A group of Civil Service Organization (CSOs) have expressed the need for government to increase the budgetary allocation to education from the current 12% to at least 15% of the total national budget.
According to the group, Ghana has been implementing the Free Compulsory Universal Basic Education (FCUBE) policy since 2005, with the aim of ensuring all citizens of basic school-going age enroll and complete basic school with relevant learning outcomes without financial barriers.
However, they noted that eighteen years into the implementation of FCUBE, there still exist significant access and quality deficits in the delivery of basic education, the drivers of which impact negatively on the work of teachers and learning outcomes.
The CSOs revealed that per the Ghana Statistical Service, 1 million children aged 4-18 are not in school – representing about 10 per cent of the age cohort. This, it explained, is primarily due to the lack of public basic schools in underserved communities, even as the population increases.
Furthermore, it indicated that at least 2,000 new basic schools are required to absorb the out-of-school children into formal basic schools. However, given the current rate of constructing new schools, this may take the next 10 years to accomplish
“The government must increase the budgetary allocation to education from the current 12 per cent to at least 15 per cent of the total national budget, using the supplementary budget window, and prioritize the disbursement of allocated discretionary education budget to increase the low budget execution to at least hundred percent by the end of the current financial year.”
Civil Service Organizations
Furthermore, the CSO’s noted that the anticipated budgetary increment which amounts to over GHC 4.3 billion, should as a matter of urgency and necessity be allocated to augment the hugely underfunded basic education goods and services budgets, and construct about 5,000 schools existing under trees, sheds, and dilapidated structures.

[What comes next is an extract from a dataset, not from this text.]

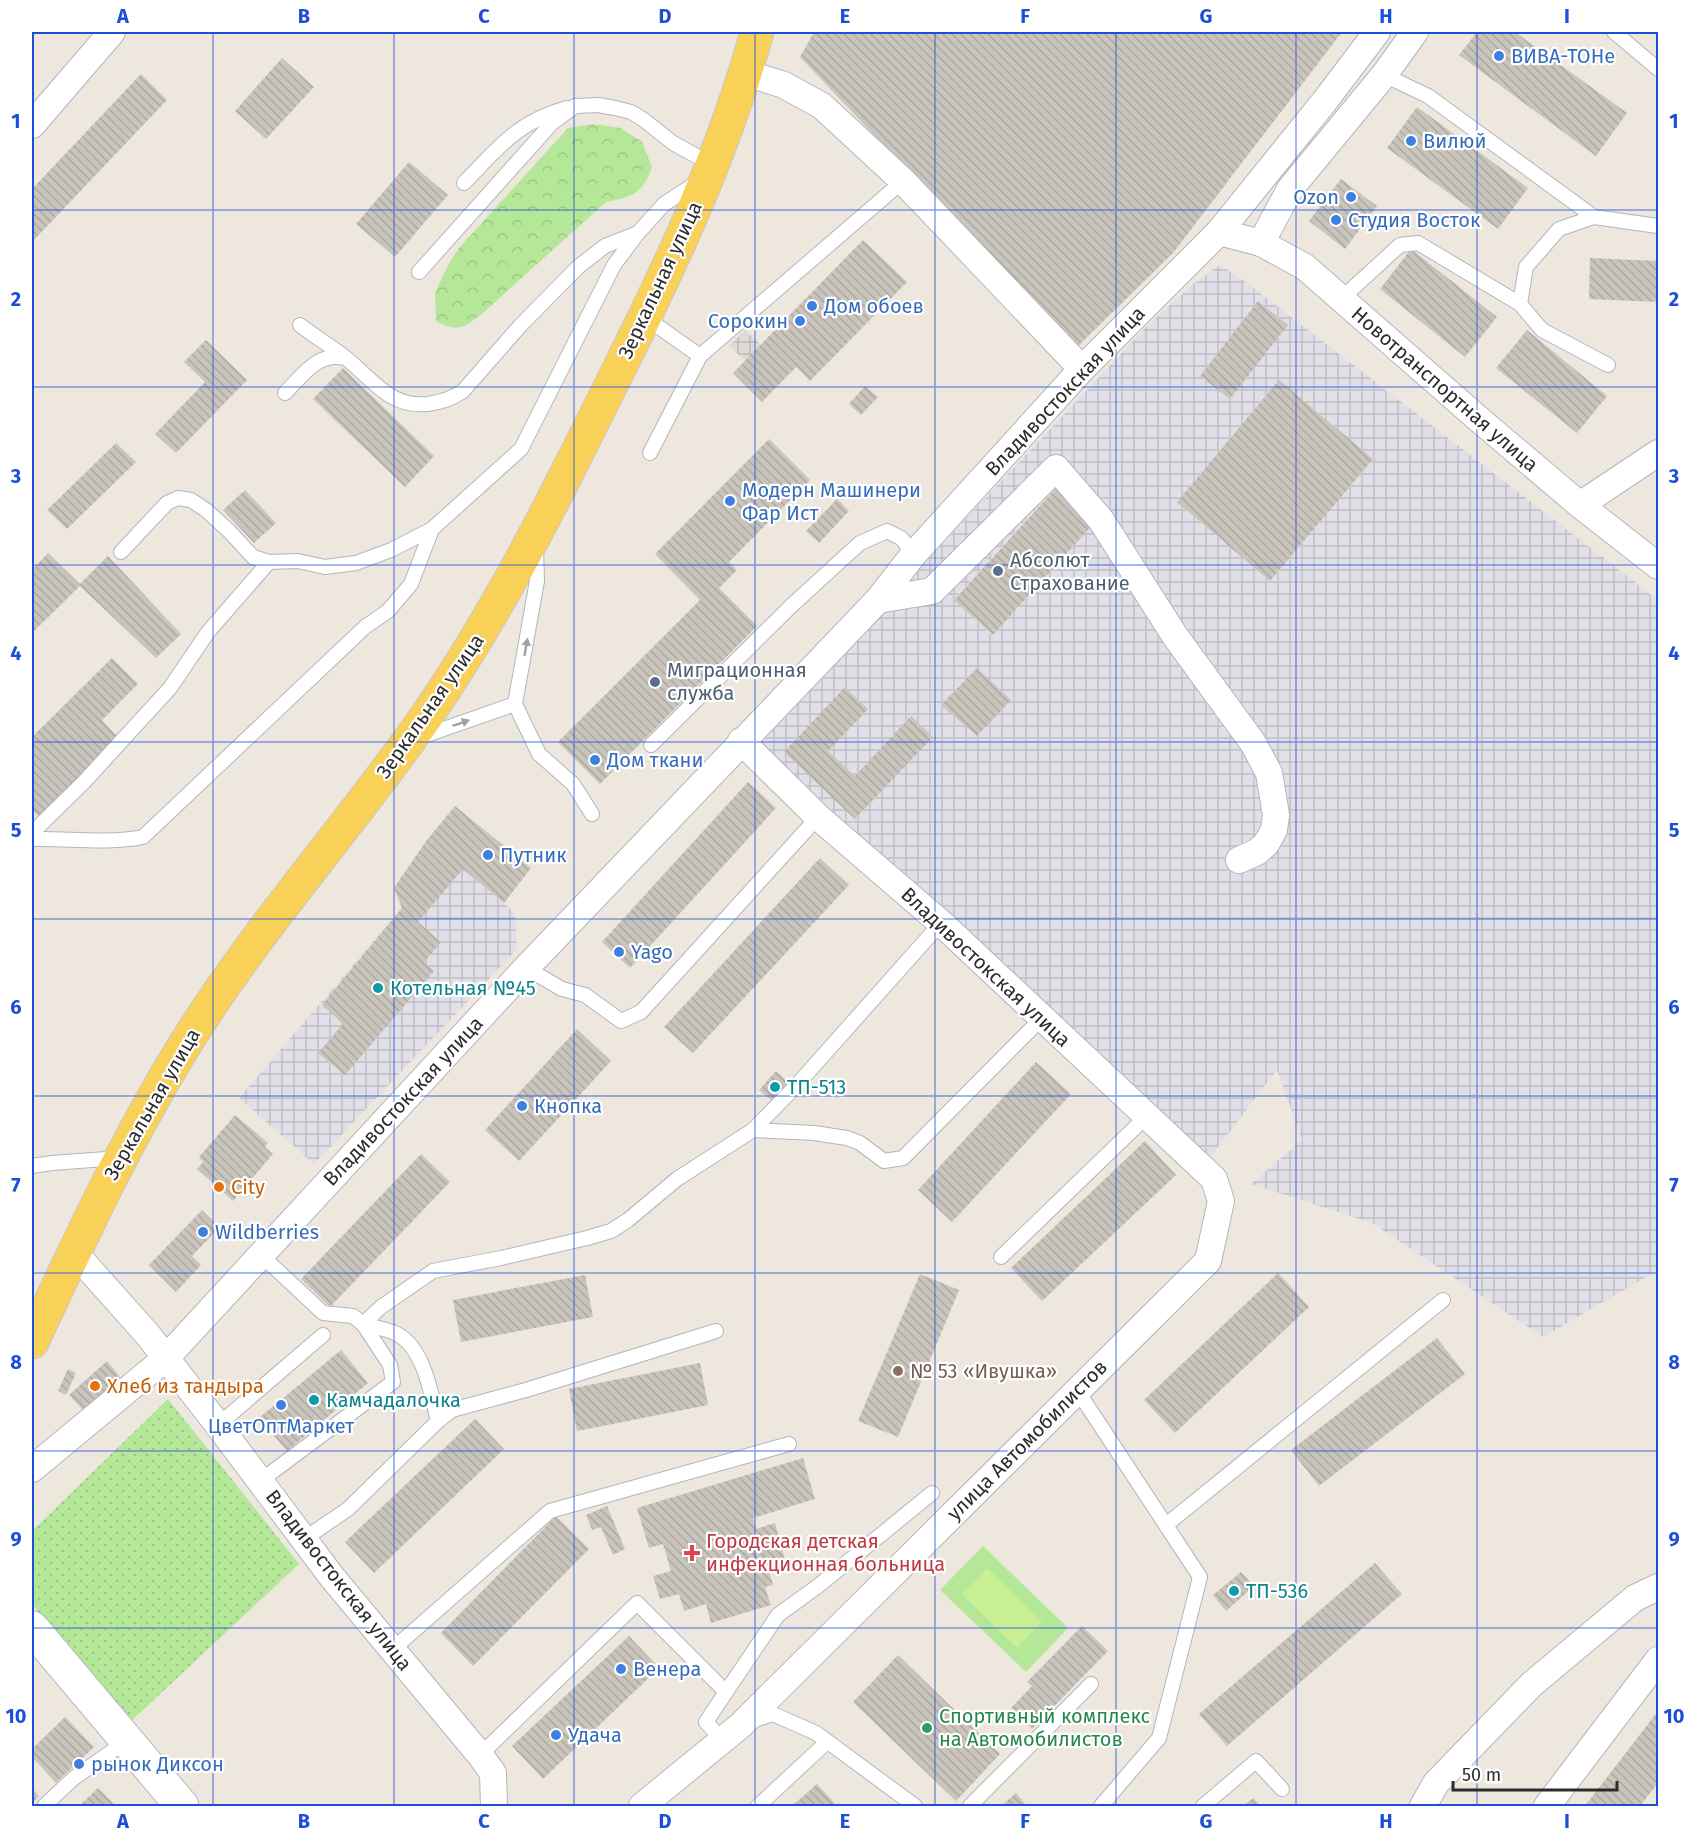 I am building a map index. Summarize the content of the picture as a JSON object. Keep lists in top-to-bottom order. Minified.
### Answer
{"streets":{"main road":["Зеркальная улица"],"street":["Новотранспортная улица","Владивостокская улица","улица Автомобилистов"]},"crossings":[["Зеркальная улица","Владивостокская улица"],["Новотранспортная улица","Владивостокская улица"],["Владивостокская улица","улица Автомобилистов"]],"places":{"other":["ВИВА-ТОНе","Вилюй","Ozon","Студия Восток","Дом обоев","Сорокин","Модерн Машинери Фар Ист","Абсолют Страхование","Миграционная служба","Дом ткани","Путник","Yago","Котельная №45","ТП-513","Кнопка","City","Wildberries","№ 53 «Ивушка»","Хлеб из тандыра","Камчадалочка","ЦветОптМаркет","ТП-536","Венера","Спортивный комплекс на Автомобилистов","Удача","рынок Диксон"],"health":["Городская детская инфекционная больница"]},"scale_bar":"50 m","grid":{"columns":["A","B","C","D","E","F","G","H","I"],"rows":["1","2","3","4","5","6","7","8","9","10"]}}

The CSOs which include STAR-Ghana Foundation Action Aid, Africa Education Watch, Ghana CSOs Platform on SDGs, CAMFED, GNAT, GNECC, and CCT World Vision further revealed that the government must develop an emergency infrastructure expansion plan for overcrowded urban and peri-urban schools.
Addressing challenges within Ghana’s basic education
The CSOs highlighted that the Plan must also include a purposive approach to bridging the 25 per cent gap between primary and JHS while providing new schools for underserved communities.
“The government must deploy desks to all the 2.3 million pupils in underserved schools. Partnerships with the Forestry Commission and the private sector should be pursued. The government must discontinue the plan to procure laptops for SHS and ensure that basic schools have the full complement of textbooks.”
Civil Service Organizations
As part its efforts to address challenges within the education, the CSOs recommended that the government must immediately procure textbooks and workbooks in all relevant subjects for all basic school pupils. Instead, they were of the opinion that government must re-introduce the supply of free exercise books to all public basic schools.
“The government must diversify the financing source for the Capitation Grant to include the Annual Budget Funding Amount, which is more reliable, while benchmarking its annual increment with annual inflation data. The government must disburse approved funds for financing arrears and the current cost of feeding in special schools and under the Ghana School Feeding programme. Additional allocations must be made in the 2023 supplementary budget to augment the inadequacies.”
Civil Service Organizations
Moreover, the CSOs emphasized that the government must depoliticize the recruitment of teachers by removing MPs from the
recruitment process and implement the long advocated and recommended 20% allowance for teachers in deprived areas.
Also, it stated that the government must put the secondary education strategy on hold until consultations with teachers and civil society organizations have been held to inform its review and release all arrears on the Capitation Grant to end the imposition of various forms of fees on pupils.
In their view, the Grant must be increased to absorb the cost of utilities, with automatic annual adjustments instituted in line with inflationary trends.